[What you should do] Copy, in full, each line of the material that holds the word "Grand".

[Source material]
#####

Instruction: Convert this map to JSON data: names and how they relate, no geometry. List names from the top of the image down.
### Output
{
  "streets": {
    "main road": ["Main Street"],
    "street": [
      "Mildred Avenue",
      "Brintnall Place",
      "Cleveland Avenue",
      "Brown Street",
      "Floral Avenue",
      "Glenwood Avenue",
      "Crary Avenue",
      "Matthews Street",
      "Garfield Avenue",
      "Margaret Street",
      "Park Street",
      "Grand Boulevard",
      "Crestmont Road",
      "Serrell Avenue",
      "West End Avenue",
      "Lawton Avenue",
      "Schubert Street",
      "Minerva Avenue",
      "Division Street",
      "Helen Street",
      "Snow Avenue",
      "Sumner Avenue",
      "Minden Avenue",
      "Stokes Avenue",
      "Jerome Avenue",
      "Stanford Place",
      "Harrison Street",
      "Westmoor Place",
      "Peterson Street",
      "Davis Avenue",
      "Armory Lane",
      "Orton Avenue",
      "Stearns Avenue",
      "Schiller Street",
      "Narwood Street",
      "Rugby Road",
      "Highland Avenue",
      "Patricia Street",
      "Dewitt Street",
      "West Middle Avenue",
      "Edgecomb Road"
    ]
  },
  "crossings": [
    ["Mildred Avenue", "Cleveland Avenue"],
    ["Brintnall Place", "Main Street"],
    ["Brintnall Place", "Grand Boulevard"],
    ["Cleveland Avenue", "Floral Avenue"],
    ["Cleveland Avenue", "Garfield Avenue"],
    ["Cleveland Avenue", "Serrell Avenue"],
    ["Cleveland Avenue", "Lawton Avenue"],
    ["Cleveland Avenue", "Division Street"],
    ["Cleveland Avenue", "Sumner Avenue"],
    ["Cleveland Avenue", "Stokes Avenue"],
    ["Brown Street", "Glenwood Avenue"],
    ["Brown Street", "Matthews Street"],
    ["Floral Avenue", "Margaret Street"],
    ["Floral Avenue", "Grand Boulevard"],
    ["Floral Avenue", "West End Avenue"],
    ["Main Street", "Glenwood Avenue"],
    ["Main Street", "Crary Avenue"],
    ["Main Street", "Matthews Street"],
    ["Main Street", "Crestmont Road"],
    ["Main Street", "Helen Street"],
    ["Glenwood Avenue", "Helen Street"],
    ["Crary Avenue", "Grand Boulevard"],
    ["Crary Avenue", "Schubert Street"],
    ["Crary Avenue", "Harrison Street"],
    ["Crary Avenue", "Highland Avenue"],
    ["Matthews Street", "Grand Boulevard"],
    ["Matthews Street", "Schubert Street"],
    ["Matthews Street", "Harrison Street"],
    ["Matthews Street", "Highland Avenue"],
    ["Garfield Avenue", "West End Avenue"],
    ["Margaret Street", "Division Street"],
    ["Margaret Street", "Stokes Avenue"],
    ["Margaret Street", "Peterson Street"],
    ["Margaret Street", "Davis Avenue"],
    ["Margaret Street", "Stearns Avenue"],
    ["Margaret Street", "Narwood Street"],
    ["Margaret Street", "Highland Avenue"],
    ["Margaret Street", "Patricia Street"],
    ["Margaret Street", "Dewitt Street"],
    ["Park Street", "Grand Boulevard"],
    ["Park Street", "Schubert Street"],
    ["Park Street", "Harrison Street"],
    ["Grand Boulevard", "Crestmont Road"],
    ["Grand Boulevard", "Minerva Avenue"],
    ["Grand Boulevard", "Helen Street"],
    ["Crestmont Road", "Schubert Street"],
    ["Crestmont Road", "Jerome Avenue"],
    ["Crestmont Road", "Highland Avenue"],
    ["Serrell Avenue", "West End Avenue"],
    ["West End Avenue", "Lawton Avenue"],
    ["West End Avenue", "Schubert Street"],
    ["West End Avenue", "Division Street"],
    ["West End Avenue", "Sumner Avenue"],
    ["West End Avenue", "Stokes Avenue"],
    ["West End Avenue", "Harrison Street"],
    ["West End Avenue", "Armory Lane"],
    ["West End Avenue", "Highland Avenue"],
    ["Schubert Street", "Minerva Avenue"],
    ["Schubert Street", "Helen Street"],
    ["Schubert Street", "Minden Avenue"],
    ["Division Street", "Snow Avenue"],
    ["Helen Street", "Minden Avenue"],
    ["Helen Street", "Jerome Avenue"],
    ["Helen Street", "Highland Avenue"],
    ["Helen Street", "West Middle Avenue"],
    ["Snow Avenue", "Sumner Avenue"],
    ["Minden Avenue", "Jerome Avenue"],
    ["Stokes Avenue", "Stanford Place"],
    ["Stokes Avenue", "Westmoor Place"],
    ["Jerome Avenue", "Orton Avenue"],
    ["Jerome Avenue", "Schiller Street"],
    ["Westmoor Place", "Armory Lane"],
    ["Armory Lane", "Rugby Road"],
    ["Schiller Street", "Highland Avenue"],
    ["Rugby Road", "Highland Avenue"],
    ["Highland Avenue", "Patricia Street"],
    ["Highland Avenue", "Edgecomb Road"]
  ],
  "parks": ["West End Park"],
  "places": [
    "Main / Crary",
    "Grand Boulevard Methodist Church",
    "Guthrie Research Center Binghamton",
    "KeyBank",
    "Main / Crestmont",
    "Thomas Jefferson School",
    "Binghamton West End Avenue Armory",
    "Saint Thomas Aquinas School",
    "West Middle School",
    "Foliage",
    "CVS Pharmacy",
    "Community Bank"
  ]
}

#####

[Result]
      "Grand Boulevard",
    ["Brintnall Place", "Grand Boulevard"],
    ["Floral Avenue", "Grand Boulevard"],
    ["Crary Avenue", "Grand Boulevard"],
    ["Matthews Street", "Grand Boulevard"],
    ["Park Street", "Grand Boulevard"],
    ["Grand Boulevard", "Crestmont Road"],
    ["Grand Boulevard", "Minerva Avenue"],
    ["Grand Boulevard", "Helen Street"],
    "Grand Boulevard Methodist Church",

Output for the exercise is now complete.